Here, we report that BGN mutations in humans cause an X-linked, severe syndromic form of TAAD, including hypertelorism, pectus deformity, joint hypermobility, contractures and mild skeletal dysplasia.

Materials and Methods

Human participants, DNA and aortic specimens

The study was approved by the appropriate institutional ethics review boards, and the required informed consents were obtained from all participating subjects. Additionally, informed consents for the publication of photos were obtained from the subjects, or legal guardians. DNA of additional affected and unaffected family members was requested whenever considered informative. Aortic specimens from probands 3-III-2 and 5-II-1 as well as from two gender-matched control samples, obtained from deceased individuals who did not suffer from cardiovascular diseases, were at our disposal. As positive controls, we used available aortic specimens from two individuals with LDS (TGFB3 mutation, p.Asp263His). Fibroblasts were cultured from skin biopsies of probands 4-II-1 and 5-II-1, and two gender-matched control individuals.

Targeted resequencing

We performed targeted resequencing of 368 ECM and TGF-β related genes using the HaloPlex Target Enrichment System (Agilent Technologies, Santa Clara, CA). Samples were paired-end sequenced using 2x100 bp on a HiSeq1500 in high output mode (Illumina, San Diego, CA). Enrichment, data analysis, variant annotation and confirmation of the variants were performed as previously described.¹⁰^,¹¹ GRCh37 was used as a reference build.
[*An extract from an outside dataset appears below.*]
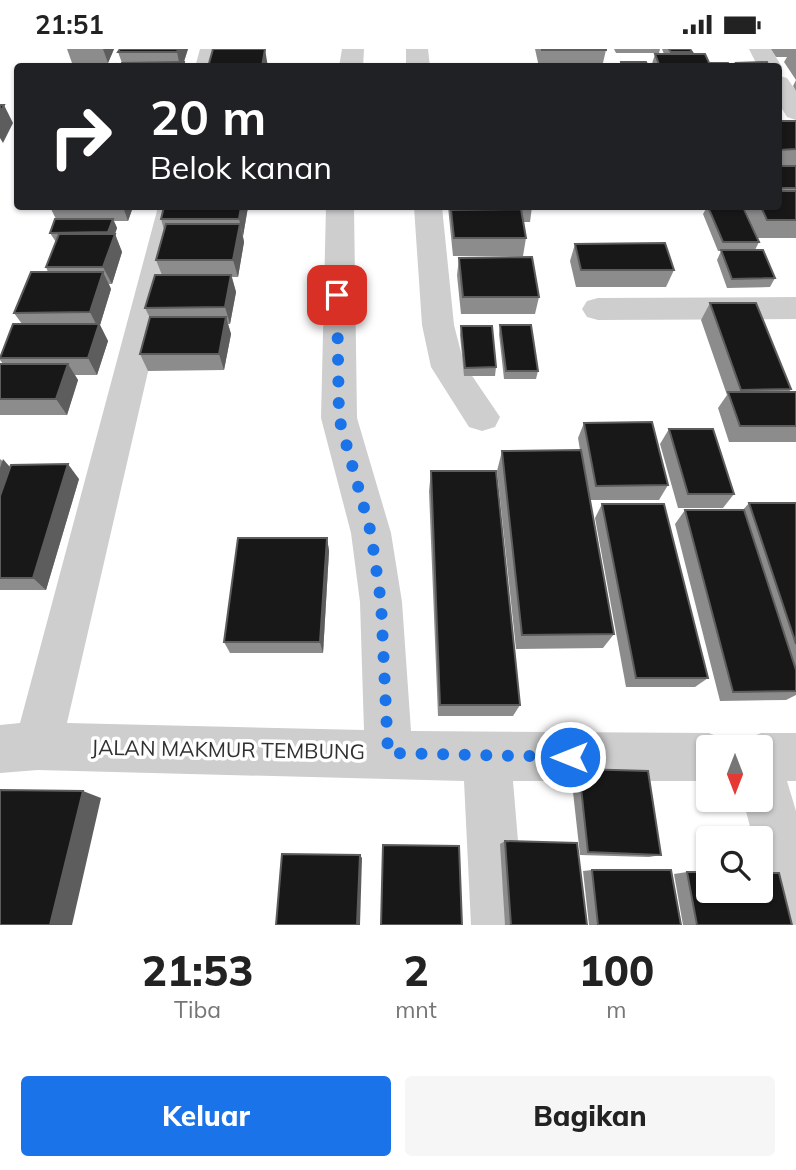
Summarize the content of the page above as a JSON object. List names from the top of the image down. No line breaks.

Sanger sequencing and microarray

Sanger sequencing of the seven coding exons of BGN (RefSeq transcript NM_001711.3) was performed. The PCR primer sequences and reaction conditions are listed in Table S1. PCR products were bidirectionally sequenced using the BigDye Terminator Cycle Sequencing kit (Applied Biosystems, Carlsbad, CA) and separated on an ABI 3130XL Genetic Analyzer (Applied Biosystems, Carlsbad, CA). Sequences were analyzed using CLC DNA workbench (CLC Bio, Aarhus, Denmark). Microarray analysis was performed using the Illumina HumanCytoSNP12-V2.1 BeadChip (Illumina, San Diego, CA) according to standard protocols. Copy number variant (CNV) analysis was performed using CNV-webstore.¹²

Cell culture

Skin fibroblasts were cultured in Roswell Park Memorial Institute (RPMI) medium, supplemented with 15% fetal bovine serum (FBS), 1% L-glutamine, 1% sodium pyruvate, 1% Penicillin/Streptomycin and 0,1% Primocin. Experiments were performed at passage 2 to 4. The fibroblasts were incubated with and without puromycin (200 µg/mL) to inhibit nonsense-mediated decay (NMD).

cDNA sequencing and cloning

RNA was extracted from skin fibroblasts (from proband 5-II-1 ) to identify changes in BGN splicing, using the RNeasy mini kit (Qiagen, Valencia, CA), followed by random hexamer cDNA conversion with the Superscript III First-Strand Synthesis kit for RT-PCR (Invitrogen, ThermoFisher Scientific, Waltham, MA). A PCR was performed on the obtained cDNA using the following primers: 5´-CAGAGAGGCTTCTGGGACTT-3´ and 5´-GACGAGGGCGTAGAGGTG-3´. The resulting PCR product was then cloned into One Shot TOP10 cells (ThermoFisher Scientific, Waltham, MA), after which 94 colonies were picked. The different splice products were sequenced with Sanger sequencing.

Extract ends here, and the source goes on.